> WORK INSTRUCTION
Output exactly the lines from the line with "<h2>اختر الرحلة</h2>" through the end of the records below. Include nothing else.

> SUPPLIED MATERIAL
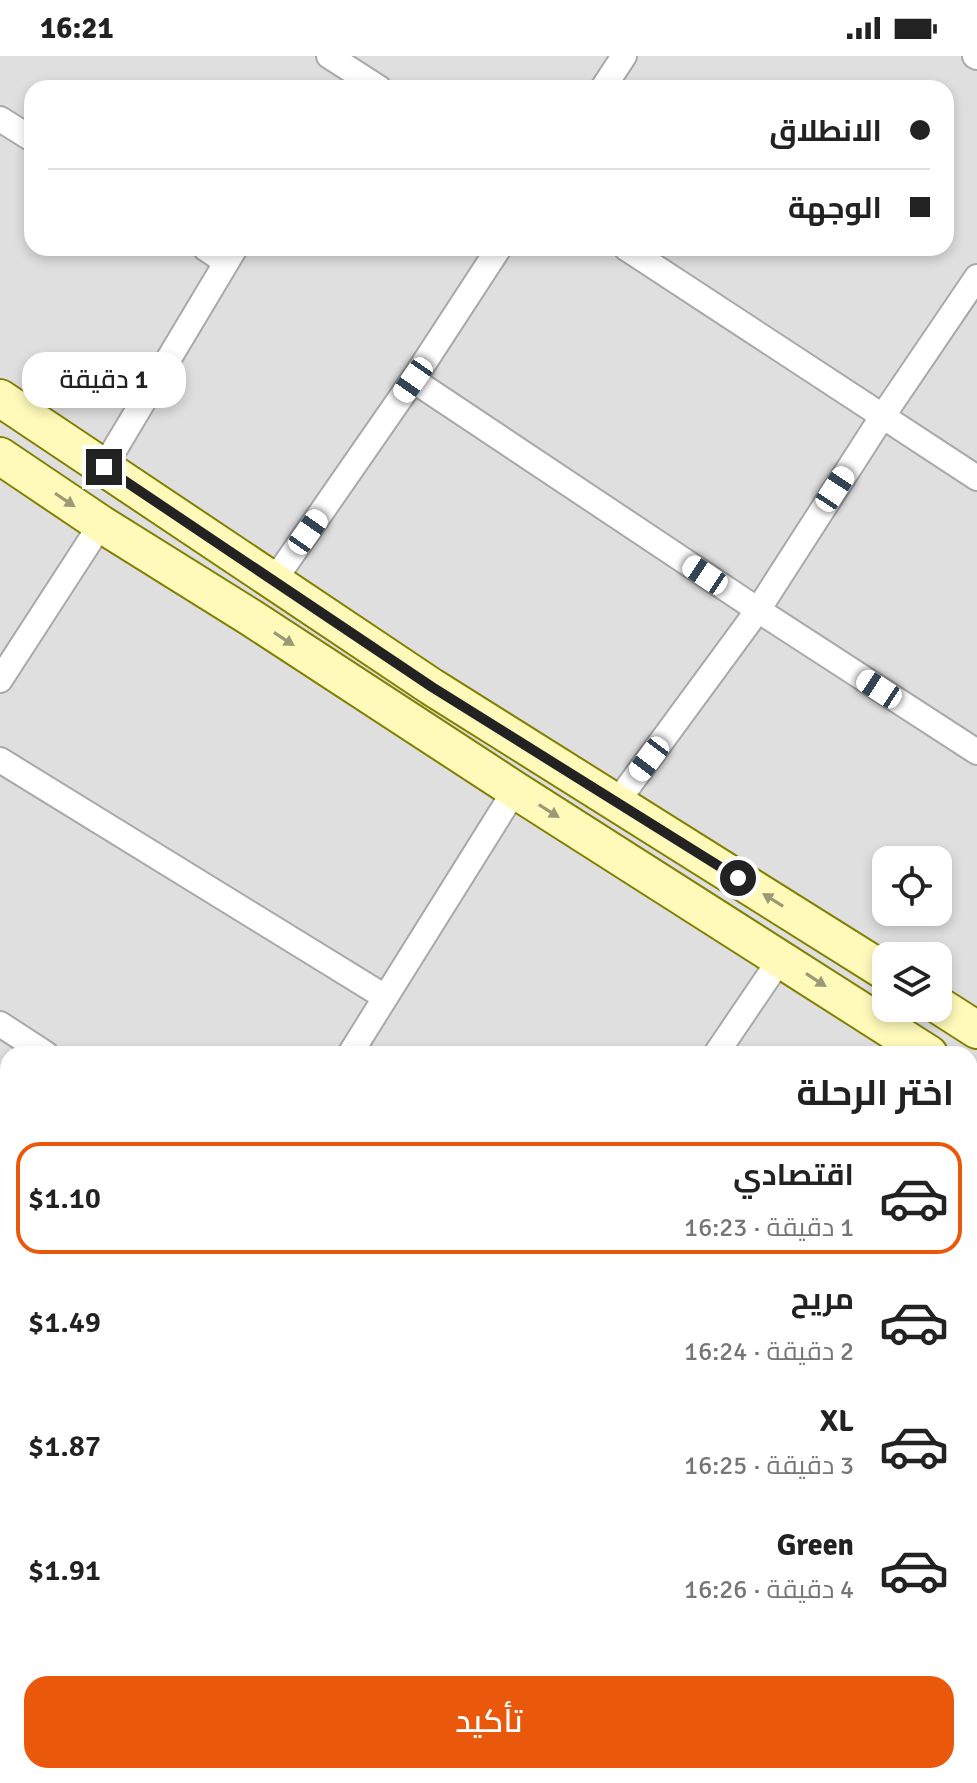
<!DOCTYPE html>
<html lang="ar">
<head>
<meta charset="utf-8">
<style>
  body { margin:0; font-family:Signika,Cairo,sans-serif; background:#f2f2f2; color:#222; direction:rtl; height:100vh; display:flex; flex-direction:column; font-size:30px; white-space:nowrap }
  * { box-sizing:border-box; margin:0 }
  p { font-size:26px; color:#767676 }
  .icon { flex:none; width:44px; height:44px; fill:none; stroke:currentColor; stroke-width:2; stroke-linecap:round; stroke-linejoin:round }
  .map { position:relative; flex:1; overflow:hidden; direction:ltr }
  .panel { position:absolute; left:0px; top:990px; width:978px; height:738px; display:flex; flex-direction:column; background:#fff; border-radius:24px 24px 0 0; box-shadow:0 4px 12px #0003; direction:rtl }
  .panel>* { flex:none }
  .guide { position:absolute; left:24px; top:24px; width:930px; height:176px; border-radius:24px; box-shadow:0 4px 12px #0003; direction:rtl; display:grid; align-content:center; height:176px; padding:0 24px; background:#fff }
  .tools { position:absolute; left:872px; top:790px; display:grid; gap:16px }
  .tools a { display:grid; place-items:center; width:80px; height:80px; border-radius:16px; background:#fff; box-shadow:0 4px 12px #0003; font-size:40px }
  .end { position:absolute; width:36px; height:36px; margin:-18px; border:10px solid #222; background:#fff; box-shadow:0 0 0 4px #fff }
  .from { border-radius:50% }
  .bubble { position:absolute; height:56px; border-radius:24px; background:#fff; box-shadow:0 4px 12px #0003; font-size:26px; font-weight:600; line-height:56px; text-align:center; direction:rtl }
  .car { position:absolute; width:24px; height:48px; margin:-24px -12px; border-radius:10px; box-shadow:0 0 6px 2px #0007; background:linear-gradient(#fff 24%,#345 0 40%,#fff 0 76%,#345 0 86%,#fff 0) }
  .guide b { display:flex; align-items:center; gap:28px; height:76px; font-size:30px }
  .guide b+b { border-top:2px solid #e0e0e0 }
  .guide i { width:20px; height:20px; background:#222 }
  ul { padding:0; list-style:none }
  li { display:flex; align-items:center; gap:24px; height:112px; margin:0 16px 12px; padding:0 8px; border:4px solid transparent; border-radius:24px }
  li div { flex:1 }
  li b { display:block; font-size:30px }
  li em { font-style:normal; font-weight:600 }
  li.on { border-color:#ea580c }
  li>.icon { width:72px; height:72px; stroke-width:1.5 }
  h2 { padding:0 24px; font-size:36px; line-height:96px }
  .primary-button { display:flex; gap:16px; margin-top:auto; padding:16px 24px }
  .primary-button a { flex:1; height:92px; border-radius:24px; background:#ea580c; color:#fff; font-size:32px; font-weight:600; line-height:92px; text-align:center }
  .status { display:flex; justify-content:space-between; align-items:center; height:56px; padding:0 40px; background:#fff; direction:ltr }
  .status svg { height:22px; fill:currentColor }
  .map>svg:first-child { display:block }
  .residential { fill:#e0dfdf; fill-rule:evenodd }
  .lines { fill:none; stroke-linecap:round; stroke-linejoin:round }
  .street-casing { stroke:#a9a9a9; stroke-width:28 }
  .secondary-casing { stroke:#828000; stroke-width:40 }
  .street { stroke:#fff; stroke-width:24 }
  .secondary { stroke:#fffaba; stroke-width:36 }
  .oneway { fill:#9c9976 }
  .route { stroke:#222; stroke-width:10 }
</style>
</head>
<body>
<div class="status"><b>16:21</b><svg viewBox="0 0 49 12"><path d="M0 12V9h3v3zM5 12V6h3v6zM10 12V3h3v9zM15 12V0h3v12zM26 1h20v11H26zM47 4h2v5h-2z"/></svg></div>
<div class="map">
<svg width="977" height="1727" viewBox="0 0 977 1727">
  <rect width="100%" height="100%" fill="#f3eee8"/>
  <g class="residential">
    <path d="M 0,0 L 977,0 L 977,1727 L 837,1727 L 818,1720 L 970,1720 L 970,998 L 8,998 L 8,1512 L 0,1508 ZM 32,32 L 946,32 L 946,192 L 32,192 ZM 886,804 L 938,804 L 938,856 L 886,856 ZM 886,900 L 938,900 L 938,952 L 886,952 Z"/>
    <polygon points="403,1720 515,1720 508,1727 416,1727"/>
  </g>
  <g class="lines">
    <defs>
      <g id="street">
        <polyline points="329,0 379,32"/>
        <polyline points="975,0 977,1"/>
        <polyline points="603,32 624,0"/>
        <polyline points="0,63 32,83"/>
        <polyline points="205,192 226,206"/>
        <polyline points="626,192 977,422"/>
        <polyline points="413,324 758,554 977,696"/>
        <polyline points="104,411 235,192"/>
        <polyline points="273,526 413,324 499,192"/>
        <polyline points="0,624 101,468"/>
        <polyline points="0,704 385,941"/>
        <polyline points="617,746 758,554 882,361 977,221"/>
        <polyline points="0,968 46,998"/>
        <polyline points="350,998 515,734"/>
        <polyline points="716,998 781,902"/>
        <polyline points="0,1242 8,1248"/>
        <polyline points="970,1457 977,1445"/>
        <polyline points="0,1501 6,1491"/>
        <polyline points="369,1720 381,1727"/>
        <polyline points="702,1720 724,1727"/>
        <polyline points="511,1727 516,1720"/>
        <polyline points="814,1727 818,1720"/>
      </g>
      <g id="secondary">
        <polyline points="0,342 432,631 886,916"/>
        <polyline points="0,400 101,468 250,561 515,734 929,998"/>
        <polyline points="938,949 977,974"/>
        <polyline points="970,1025 977,1029"/>
      </g>
    </defs>
    <use href="#street" class="street-casing"/>
    <use href="#secondary" class="secondary-casing"/>
    <use href="#street" class="street"/>
    <use href="#secondary" class="secondary"/>
  </g>
  <defs><path id="oneway-solid" d="M-6-.8H1V-3.2L6.5 0L1 3.2V.8H-6Z" transform="scale(2)"/></defs>
  <g class="oneway">
    <use href="#oneway-solid" transform="translate(65 444) rotate(34)"/>
    <use href="#oneway-solid" transform="translate(284 583) rotate(33)"/>
    <use href="#oneway-solid" transform="translate(549 755) rotate(32)"/>
    <use href="#oneway-solid" transform="translate(773 844) rotate(-148)"/>
    <use href="#oneway-solid" transform="translate(816 924) rotate(33)"/>
  </g>
  <g class="lines">
    <polyline class="route" points="104,411 432,631 738,822"/>
  </g>
</svg>
<div class="tools">
<a><svg class="icon" aria-label="locate" viewBox="0 0 24 24"><circle cx="12" cy="12" r="6"/><path d="M12 2v4M12 18v4M2 12h4M18 12h4"/></svg></a>
<a><svg class="icon" aria-label="layers" viewBox="0 0 24 24"><path d="M12 4l9 5-9 5-9-5zM3 14l9 5 9-5"/></svg></a>
</div>
<i class="end from" style="left:738px;top:822px"></i>
<i class="end" style="left:104px;top:411px"></i>
<div class="bubble" style="left:22px;top:296px;width:164px">1 دقيقة</div>
<i class="car" style="left:413px;top:324px;rotate:215deg"></i>
<i class="car" style="left:835px;top:433px;rotate:33deg"></i>
<i class="car" style="left:308px;top:476px;rotate:35deg"></i>
<i class="car" style="left:705px;top:519px;rotate:304deg"></i>
<i class="car" style="left:879px;top:633px;rotate:303deg"></i>
<i class="car" style="left:649px;top:703px;rotate:217deg"></i>
<div class="guide">
<b><i class="from"></i>الانطلاق</b>
<b><i></i>الوجهة</b>
</div>
<section class="panel">
<h2>اختر الرحلة</h2>
<ul>
<li class="on"><svg class="icon" aria-label="car" viewBox="0 0 24 24"><path d="M5 17H2v-5l4-1 3-4h7l3 4 3 1v5h-3M9 17h6M6 11h13"/><circle cx="7" cy="17" r="2"/><circle cx="17" cy="17" r="2"/></svg><div><b>اقتصادي</b><p>1 دقيقة · 16:23</p></div><em>$1.10</em></li>
<li><svg class="icon" aria-label="car" viewBox="0 0 24 24"><path d="M5 17H2v-5l4-1 3-4h7l3 4 3 1v5h-3M9 17h6M6 11h13"/><circle cx="7" cy="17" r="2"/><circle cx="17" cy="17" r="2"/></svg><div><b>مريح</b><p>2 دقيقة · 16:24</p></div><em>$1.49</em></li>
<li><svg class="icon" aria-label="car" viewBox="0 0 24 24"><path d="M5 17H2v-5l4-1 3-4h7l3 4 3 1v5h-3M9 17h6M6 11h13"/><circle cx="7" cy="17" r="2"/><circle cx="17" cy="17" r="2"/></svg><div><b>XL</b><p>3 دقيقة · 16:25</p></div><em>$1.87</em></li>
<li><svg class="icon" aria-label="car" viewBox="0 0 24 24"><path d="M5 17H2v-5l4-1 3-4h7l3 4 3 1v5h-3M9 17h6M6 11h13"/><circle cx="7" cy="17" r="2"/><circle cx="17" cy="17" r="2"/></svg><div><b>Green</b><p>4 دقيقة · 16:26</p></div><em>$1.91</em></li>
</ul>
<div class="primary-button"><a>تأكيد</a></div>
</section>
</div>
</body>
</html>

> RESULT BELOW
<h2>اختر الرحلة</h2>
<ul>
<li class="on"><svg class="icon" aria-label="car" viewBox="0 0 24 24"><path d="M5 17H2v-5l4-1 3-4h7l3 4 3 1v5h-3M9 17h6M6 11h13"/><circle cx="7" cy="17" r="2"/><circle cx="17" cy="17" r="2"/></svg><div><b>اقتصادي</b><p>1 دقيقة · 16:23</p></div><em>$1.10</em></li>
<li><svg class="icon" aria-label="car" viewBox="0 0 24 24"><path d="M5 17H2v-5l4-1 3-4h7l3 4 3 1v5h-3M9 17h6M6 11h13"/><circle cx="7" cy="17" r="2"/><circle cx="17" cy="17" r="2"/></svg><div><b>مريح</b><p>2 دقيقة · 16:24</p></div><em>$1.49</em></li>
<li><svg class="icon" aria-label="car" viewBox="0 0 24 24"><path d="M5 17H2v-5l4-1 3-4h7l3 4 3 1v5h-3M9 17h6M6 11h13"/><circle cx="7" cy="17" r="2"/><circle cx="17" cy="17" r="2"/></svg><div><b>XL</b><p>3 دقيقة · 16:25</p></div><em>$1.87</em></li>
<li><svg class="icon" aria-label="car" viewBox="0 0 24 24"><path d="M5 17H2v-5l4-1 3-4h7l3 4 3 1v5h-3M9 17h6M6 11h13"/><circle cx="7" cy="17" r="2"/><circle cx="17" cy="17" r="2"/></svg><div><b>Green</b><p>4 دقيقة · 16:26</p></div><em>$1.91</em></li>
</ul>
<div class="primary-button"><a>تأكيد</a></div>
</section>
</div>
</body>
</html>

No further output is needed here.